* [Exercise objective] The line holding "position:absolute; left:1815px; top:20px;" is the last one to output; start at the first line of the data, keep every line in between exactly, and leave out pictures.

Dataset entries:
+++
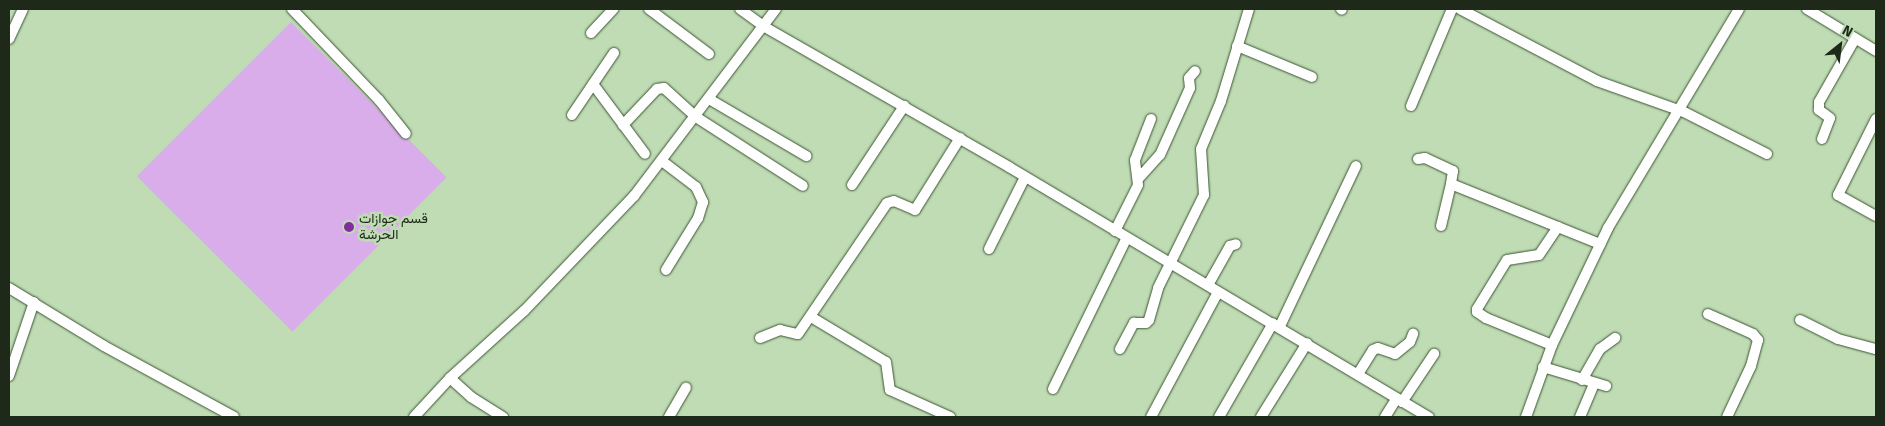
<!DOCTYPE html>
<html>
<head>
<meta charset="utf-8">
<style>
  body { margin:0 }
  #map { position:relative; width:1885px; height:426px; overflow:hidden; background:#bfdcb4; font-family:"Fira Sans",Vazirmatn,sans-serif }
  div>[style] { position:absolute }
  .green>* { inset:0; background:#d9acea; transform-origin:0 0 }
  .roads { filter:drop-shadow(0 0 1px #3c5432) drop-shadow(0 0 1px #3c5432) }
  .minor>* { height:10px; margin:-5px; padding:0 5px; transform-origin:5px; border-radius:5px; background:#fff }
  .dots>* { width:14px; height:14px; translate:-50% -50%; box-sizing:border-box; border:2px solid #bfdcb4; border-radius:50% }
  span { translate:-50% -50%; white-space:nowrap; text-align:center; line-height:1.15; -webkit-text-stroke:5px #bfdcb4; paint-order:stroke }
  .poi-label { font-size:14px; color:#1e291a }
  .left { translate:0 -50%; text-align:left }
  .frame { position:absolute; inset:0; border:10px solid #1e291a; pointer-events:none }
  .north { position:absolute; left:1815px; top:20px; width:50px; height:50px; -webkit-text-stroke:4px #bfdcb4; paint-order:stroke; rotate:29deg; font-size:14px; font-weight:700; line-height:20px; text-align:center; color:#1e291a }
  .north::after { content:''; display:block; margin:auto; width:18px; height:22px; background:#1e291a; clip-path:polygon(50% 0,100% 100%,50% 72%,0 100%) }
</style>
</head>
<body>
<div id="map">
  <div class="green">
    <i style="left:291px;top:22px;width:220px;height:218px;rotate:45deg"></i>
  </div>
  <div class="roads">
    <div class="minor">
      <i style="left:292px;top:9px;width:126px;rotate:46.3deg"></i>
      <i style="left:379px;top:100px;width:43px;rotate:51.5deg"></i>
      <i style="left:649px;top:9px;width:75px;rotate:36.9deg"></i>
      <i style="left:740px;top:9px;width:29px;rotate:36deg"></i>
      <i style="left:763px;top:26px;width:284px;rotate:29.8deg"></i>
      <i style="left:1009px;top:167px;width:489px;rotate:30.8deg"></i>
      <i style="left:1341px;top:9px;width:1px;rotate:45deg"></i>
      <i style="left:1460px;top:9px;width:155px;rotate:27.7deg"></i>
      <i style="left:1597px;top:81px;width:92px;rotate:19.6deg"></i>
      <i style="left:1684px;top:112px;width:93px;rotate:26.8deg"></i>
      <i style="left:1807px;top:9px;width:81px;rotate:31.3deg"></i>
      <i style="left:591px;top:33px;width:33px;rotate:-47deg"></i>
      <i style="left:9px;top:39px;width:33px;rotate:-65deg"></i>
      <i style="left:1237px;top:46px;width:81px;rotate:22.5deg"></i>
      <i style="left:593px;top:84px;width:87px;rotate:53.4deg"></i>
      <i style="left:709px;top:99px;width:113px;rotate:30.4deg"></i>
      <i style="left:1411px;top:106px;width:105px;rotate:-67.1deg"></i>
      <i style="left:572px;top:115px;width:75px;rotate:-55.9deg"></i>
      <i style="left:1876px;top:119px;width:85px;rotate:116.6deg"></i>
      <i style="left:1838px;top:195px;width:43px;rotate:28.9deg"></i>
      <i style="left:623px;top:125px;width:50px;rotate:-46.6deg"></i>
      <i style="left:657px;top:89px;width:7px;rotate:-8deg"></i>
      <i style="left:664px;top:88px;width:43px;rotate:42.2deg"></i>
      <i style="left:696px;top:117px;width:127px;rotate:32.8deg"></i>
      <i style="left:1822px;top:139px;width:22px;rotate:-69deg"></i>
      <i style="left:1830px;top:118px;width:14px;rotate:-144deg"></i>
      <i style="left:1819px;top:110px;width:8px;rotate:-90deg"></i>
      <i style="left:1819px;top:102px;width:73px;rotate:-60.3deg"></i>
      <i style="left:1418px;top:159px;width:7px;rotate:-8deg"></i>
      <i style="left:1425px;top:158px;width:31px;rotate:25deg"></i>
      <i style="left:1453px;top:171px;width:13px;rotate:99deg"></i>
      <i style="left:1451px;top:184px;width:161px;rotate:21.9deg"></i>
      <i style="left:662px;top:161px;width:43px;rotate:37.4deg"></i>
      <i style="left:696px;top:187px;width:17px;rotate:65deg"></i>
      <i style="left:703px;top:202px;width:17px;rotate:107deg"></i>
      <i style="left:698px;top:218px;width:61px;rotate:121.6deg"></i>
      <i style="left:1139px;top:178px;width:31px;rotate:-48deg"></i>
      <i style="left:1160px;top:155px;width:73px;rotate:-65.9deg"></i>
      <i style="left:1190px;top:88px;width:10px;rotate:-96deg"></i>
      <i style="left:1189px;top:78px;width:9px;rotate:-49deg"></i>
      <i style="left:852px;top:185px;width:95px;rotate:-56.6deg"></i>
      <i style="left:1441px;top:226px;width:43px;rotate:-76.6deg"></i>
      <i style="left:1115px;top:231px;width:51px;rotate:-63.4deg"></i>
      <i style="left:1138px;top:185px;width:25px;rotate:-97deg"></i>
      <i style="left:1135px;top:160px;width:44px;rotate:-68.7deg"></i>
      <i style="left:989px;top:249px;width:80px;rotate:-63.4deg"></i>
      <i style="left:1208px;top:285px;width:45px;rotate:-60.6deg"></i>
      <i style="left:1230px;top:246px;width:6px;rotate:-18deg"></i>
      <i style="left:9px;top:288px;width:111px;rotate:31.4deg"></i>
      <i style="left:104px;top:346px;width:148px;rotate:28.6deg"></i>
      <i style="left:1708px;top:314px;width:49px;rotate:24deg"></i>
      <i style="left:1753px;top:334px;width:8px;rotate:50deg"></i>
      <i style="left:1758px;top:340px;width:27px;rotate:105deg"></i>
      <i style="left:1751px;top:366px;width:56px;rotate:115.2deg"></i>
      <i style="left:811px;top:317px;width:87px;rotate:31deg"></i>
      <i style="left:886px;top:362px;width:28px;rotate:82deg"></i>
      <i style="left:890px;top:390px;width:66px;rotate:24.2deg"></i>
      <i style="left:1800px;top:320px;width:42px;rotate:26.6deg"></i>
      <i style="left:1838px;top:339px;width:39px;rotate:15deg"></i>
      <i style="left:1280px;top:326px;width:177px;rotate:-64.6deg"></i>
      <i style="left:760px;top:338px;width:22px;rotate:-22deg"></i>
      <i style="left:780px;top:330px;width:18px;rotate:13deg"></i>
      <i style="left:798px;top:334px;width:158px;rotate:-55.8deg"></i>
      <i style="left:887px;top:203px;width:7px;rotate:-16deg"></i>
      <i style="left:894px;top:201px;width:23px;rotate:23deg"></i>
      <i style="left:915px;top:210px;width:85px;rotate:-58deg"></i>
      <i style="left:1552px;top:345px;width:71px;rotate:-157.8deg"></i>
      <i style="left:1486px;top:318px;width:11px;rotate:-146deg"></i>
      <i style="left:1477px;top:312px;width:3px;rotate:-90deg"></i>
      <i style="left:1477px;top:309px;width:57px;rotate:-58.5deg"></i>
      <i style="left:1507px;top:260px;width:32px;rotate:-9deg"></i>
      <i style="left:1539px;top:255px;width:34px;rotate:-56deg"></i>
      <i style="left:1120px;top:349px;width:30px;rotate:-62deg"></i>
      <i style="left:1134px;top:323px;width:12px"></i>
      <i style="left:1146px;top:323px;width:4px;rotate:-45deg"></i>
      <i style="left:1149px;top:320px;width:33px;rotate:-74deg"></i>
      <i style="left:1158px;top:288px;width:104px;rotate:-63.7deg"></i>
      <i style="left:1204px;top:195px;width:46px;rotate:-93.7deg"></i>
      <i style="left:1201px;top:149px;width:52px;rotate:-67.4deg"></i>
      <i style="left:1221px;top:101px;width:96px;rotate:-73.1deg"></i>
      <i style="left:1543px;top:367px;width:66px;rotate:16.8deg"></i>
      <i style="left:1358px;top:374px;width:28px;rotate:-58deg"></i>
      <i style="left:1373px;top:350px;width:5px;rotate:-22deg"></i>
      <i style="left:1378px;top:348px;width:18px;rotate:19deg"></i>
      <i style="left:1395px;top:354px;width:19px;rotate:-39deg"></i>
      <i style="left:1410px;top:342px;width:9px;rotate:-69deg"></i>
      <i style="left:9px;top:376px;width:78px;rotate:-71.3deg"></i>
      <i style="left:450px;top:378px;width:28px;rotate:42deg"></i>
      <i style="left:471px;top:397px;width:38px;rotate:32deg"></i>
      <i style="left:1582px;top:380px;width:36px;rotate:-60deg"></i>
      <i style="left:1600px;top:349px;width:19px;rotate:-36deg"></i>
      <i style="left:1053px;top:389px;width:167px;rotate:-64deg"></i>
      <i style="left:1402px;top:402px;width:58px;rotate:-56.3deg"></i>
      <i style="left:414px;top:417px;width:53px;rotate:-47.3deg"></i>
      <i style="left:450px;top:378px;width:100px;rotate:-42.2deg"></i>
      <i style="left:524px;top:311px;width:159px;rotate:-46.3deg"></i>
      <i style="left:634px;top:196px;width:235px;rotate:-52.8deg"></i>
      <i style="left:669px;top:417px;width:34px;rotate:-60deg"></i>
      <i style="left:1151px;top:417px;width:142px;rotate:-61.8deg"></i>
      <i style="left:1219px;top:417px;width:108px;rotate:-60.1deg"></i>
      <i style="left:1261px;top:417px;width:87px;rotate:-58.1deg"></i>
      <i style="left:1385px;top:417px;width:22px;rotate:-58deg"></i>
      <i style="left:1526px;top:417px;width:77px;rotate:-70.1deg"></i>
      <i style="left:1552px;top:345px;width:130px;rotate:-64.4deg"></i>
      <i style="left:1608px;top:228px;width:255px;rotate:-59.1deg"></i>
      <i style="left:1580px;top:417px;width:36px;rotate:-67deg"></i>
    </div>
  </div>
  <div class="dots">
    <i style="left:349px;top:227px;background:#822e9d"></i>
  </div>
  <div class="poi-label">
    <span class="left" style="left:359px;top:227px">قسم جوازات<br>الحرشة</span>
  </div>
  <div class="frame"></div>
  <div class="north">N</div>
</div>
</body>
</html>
+++
* [Solution below]
<!DOCTYPE html>
<html>
<head>
<meta charset="utf-8">
<style>
  body { margin:0 }
  #map { position:relative; width:1885px; height:426px; overflow:hidden; background:#bfdcb4; font-family:"Fira Sans",Vazirmatn,sans-serif }
  div>[style] { position:absolute }
  .green>* { inset:0; background:#d9acea; transform-origin:0 0 }
  .roads { filter:drop-shadow(0 0 1px #3c5432) drop-shadow(0 0 1px #3c5432) }
  .minor>* { height:10px; margin:-5px; padding:0 5px; transform-origin:5px; border-radius:5px; background:#fff }
  .dots>* { width:14px; height:14px; translate:-50% -50%; box-sizing:border-box; border:2px solid #bfdcb4; border-radius:50% }
  span { translate:-50% -50%; white-space:nowrap; text-align:center; line-height:1.15; -webkit-text-stroke:5px #bfdcb4; paint-order:stroke }
  .poi-label { font-size:14px; color:#1e291a }
  .left { translate:0 -50%; text-align:left }
  .frame { position:absolute; inset:0; border:10px solid #1e291a; pointer-events:none }
  .north { position:absolute; left:1815px; top:20px; width:50px; height:50px; -webkit-text-stroke:4px #bfdcb4; paint-order:stroke; rotate:29deg; font-size:14px; font-weight:700; line-height:20px; text-align:center; color:#1e291a }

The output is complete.